[Dataset entries]
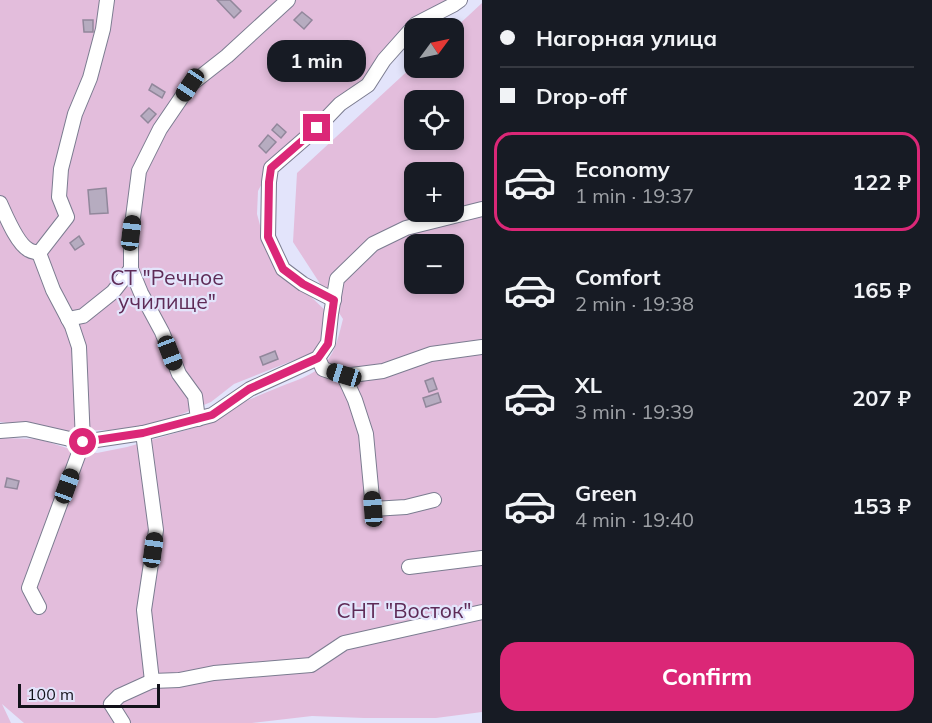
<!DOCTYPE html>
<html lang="en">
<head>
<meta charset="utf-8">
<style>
  :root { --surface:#171b24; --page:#242831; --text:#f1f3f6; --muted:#9ea1a6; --line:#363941; --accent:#db2777 }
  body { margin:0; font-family:Mulish,sans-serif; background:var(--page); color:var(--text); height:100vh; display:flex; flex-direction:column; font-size:22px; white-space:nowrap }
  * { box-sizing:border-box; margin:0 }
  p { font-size:20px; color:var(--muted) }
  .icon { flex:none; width:33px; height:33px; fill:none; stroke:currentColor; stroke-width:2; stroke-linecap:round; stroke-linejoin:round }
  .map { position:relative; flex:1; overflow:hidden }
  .drawer { display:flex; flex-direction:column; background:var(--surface); width:450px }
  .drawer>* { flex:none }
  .guide { display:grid; align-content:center; height:132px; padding:0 18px; background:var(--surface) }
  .needle { width:39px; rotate:57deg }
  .fabs { position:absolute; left:404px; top:18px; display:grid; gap:12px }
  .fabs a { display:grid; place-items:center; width:60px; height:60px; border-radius:12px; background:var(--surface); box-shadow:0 3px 9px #0003; font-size:30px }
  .scale { position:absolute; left:18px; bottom:15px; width:142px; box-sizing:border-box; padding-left:6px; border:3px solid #12121a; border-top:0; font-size:16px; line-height:21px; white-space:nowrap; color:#12121a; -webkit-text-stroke:4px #e3e4fb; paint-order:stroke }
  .end { position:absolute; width:27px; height:27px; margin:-14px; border:8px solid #db2777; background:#fff; box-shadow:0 0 0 3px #fff }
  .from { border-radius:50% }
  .bubble { position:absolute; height:42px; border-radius:18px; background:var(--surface); box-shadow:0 3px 9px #0003; font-size:20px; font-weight:700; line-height:42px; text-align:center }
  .car { position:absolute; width:18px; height:36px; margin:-18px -9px; border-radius:8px; box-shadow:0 0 4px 2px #0007; background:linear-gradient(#222 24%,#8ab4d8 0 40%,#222 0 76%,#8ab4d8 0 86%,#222 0) }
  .guide b { display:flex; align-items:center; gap:21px; height:57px; font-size:22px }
  .guide b+b { border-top:2px solid var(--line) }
  .guide i { width:15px; height:15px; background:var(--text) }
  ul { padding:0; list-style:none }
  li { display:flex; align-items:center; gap:18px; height:99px; margin:0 12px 9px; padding:0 6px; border:3px solid transparent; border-radius:18px }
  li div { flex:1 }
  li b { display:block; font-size:22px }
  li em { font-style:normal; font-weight:700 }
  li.active { border-color:var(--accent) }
  li>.icon { width:54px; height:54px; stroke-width:1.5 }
  .primary-button { display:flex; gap:12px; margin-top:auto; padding:12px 18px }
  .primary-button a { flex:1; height:69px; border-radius:18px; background:var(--accent); color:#fff; font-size:24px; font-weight:700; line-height:69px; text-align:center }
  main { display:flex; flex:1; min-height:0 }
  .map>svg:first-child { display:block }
  .green { fill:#e3bddc; fill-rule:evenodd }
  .building { fill:#b6acc0; stroke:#91879b; stroke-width:1.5 }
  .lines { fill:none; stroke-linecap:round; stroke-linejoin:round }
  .minor-casing { stroke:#7b7c90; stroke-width:16 }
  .minor { stroke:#fff; stroke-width:14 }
  .route { stroke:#db2777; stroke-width:8 }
  .labels { text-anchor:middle; stroke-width:4.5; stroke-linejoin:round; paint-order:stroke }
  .park-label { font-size:21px; fill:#5e2b57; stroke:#e3e4fb }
</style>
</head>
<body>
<main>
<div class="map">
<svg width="482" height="723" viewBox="0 0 482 723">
  <rect width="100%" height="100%" fill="#e3e4fb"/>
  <g class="green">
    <path d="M0 0H455L419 19 370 79 270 168 258 191 257 214 264 240 309 295 327 312 325 332 317 351 234 384 211 402 158 424 111 430 66 431 0 422Z"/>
    <path d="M482 3V712L436 718H364L312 716 252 723H24L2 704 11 723H0V438L39 439 73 450 97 453 127 447 207 424C228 408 252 398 277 388 293 381 314 376 326 362 336 351 339 334 343 319L293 242 297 173 414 65V68H453V30ZM414 100H453V140H414ZM414 172H453V212H414ZM414 244H453V284H414Z"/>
  </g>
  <g class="building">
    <path d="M217 0H230L241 11 234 18Z"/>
    <path d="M302 12 312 20 304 29 294 20Z"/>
    <path d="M83 20H93V32H84Z"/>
    <path d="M341 67 349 74 343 81 335 74Z"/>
    <path d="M152 84 165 92 162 98 149 90Z"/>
    <path d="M149 108 156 114 148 123 141 116Z"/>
    <path d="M277 124 286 132 281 138 272 130Z"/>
    <path d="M268 135 276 142 266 153 259 146Z"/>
    <path d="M106 188 108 213 90 214 88 190Z"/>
    <path d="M79 236 84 244 75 250 70 243Z"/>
    <path d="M275 351 278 359 263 365 260 357Z"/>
    <path d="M433 378 437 389 429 392 425 381Z"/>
    <path d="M438 393 441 402 426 407 423 398Z"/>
    <path d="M7 478 19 481 17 489 5 487Z"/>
  </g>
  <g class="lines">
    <g class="minor-casing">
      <g id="minor">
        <path d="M0 203C6 216 17 244 29 250 32 252 36 252 39 253"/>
        <path d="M131 269 141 293 162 332 179 374 195 396 198 419"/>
        <path d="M334 300 303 284 283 269 268 237 269 182 271 168 317 128 340 104 368 85 384 60 416 24 453 5 460 0"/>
        <path d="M68 319 83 316 113 292 131 269V233L139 171 160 129 190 85 227 56 288 0"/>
        <path d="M318 358 323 369 344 376 383 371 431 354 482 347"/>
        <path d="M344 376 355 400 366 434 373 509 406 507 434 500"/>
        <path d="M0 431 26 429 83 442 143 433 212 415 250 389 318 358 328 343 331 314 337 279 373 244 406 228 482 209"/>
        <path d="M143 433 156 530 144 610 152 681"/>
        <path d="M409 567 482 558"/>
        <path d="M39 607 29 588 83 442 79 347 72 326 53 290 39 253 67 217 59 197 61 169 75 114 90 78 103 29 107 0"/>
        <path d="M123 723 111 704 119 696 152 681 179 680 214 673 311 665 344 643 482 612"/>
      </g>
    </g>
    <use href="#minor" class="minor"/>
  </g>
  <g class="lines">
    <path class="route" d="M83 442 143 433 212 415 249 389 318 358 328 344 334 300 303 284 283 269 268 237 269 182 271 168 317 128"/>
  </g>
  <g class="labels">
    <g class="park-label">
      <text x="167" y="285">СТ "Речное<tspan x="167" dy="24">училище"</tspan></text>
      <text x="404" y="618">СНТ "Восток"</text>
    </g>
  </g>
</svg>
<div class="fabs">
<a><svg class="needle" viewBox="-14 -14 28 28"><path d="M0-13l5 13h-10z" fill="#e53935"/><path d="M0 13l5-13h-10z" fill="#9ea1a6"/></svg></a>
<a><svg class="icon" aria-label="locate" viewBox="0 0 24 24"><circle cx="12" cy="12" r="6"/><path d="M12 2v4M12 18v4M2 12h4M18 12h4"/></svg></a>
<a>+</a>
<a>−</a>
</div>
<div class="scale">100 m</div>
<i class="end from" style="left:83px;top:442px"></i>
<i class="end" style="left:317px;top:128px"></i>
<div class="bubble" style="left:267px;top:40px;width:99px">1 min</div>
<i class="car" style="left:190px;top:85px;rotate:214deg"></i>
<i class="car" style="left:131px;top:233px;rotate:7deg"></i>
<i class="car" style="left:170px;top:353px;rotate:159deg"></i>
<i class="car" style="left:344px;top:375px;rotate:287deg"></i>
<i class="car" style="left:67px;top:486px;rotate:20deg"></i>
<i class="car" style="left:373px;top:509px;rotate:356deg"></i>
<i class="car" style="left:153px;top:550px;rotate:8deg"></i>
</div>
<section class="drawer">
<div class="guide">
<b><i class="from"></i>Нагорная улица</b>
<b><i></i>Drop-off</b>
</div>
<ul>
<li class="active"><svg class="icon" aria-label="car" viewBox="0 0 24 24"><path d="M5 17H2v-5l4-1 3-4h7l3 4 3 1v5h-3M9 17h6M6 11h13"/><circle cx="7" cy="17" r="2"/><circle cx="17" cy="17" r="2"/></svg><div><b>Economy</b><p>1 min · 19:37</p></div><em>122 ₽</em></li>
<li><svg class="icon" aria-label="car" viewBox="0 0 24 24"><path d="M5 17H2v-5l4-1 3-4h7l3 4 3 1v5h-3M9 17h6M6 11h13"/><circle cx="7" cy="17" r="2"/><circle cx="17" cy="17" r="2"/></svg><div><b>Comfort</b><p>2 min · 19:38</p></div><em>165 ₽</em></li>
<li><svg class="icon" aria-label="car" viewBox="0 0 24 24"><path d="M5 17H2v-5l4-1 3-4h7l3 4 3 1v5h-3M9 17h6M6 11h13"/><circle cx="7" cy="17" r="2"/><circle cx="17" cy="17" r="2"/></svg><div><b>XL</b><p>3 min · 19:39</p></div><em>207 ₽</em></li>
<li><svg class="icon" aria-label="car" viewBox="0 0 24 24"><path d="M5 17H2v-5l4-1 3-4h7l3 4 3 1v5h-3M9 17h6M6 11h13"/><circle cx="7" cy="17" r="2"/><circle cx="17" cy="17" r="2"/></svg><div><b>Green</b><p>4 min · 19:40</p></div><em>153 ₽</em></li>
</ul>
<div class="primary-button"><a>Confirm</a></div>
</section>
</main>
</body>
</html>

■ Task details ■
Using the data above, report how many lines include the string "white" and add nothing to the number.

■ Your solution ■
2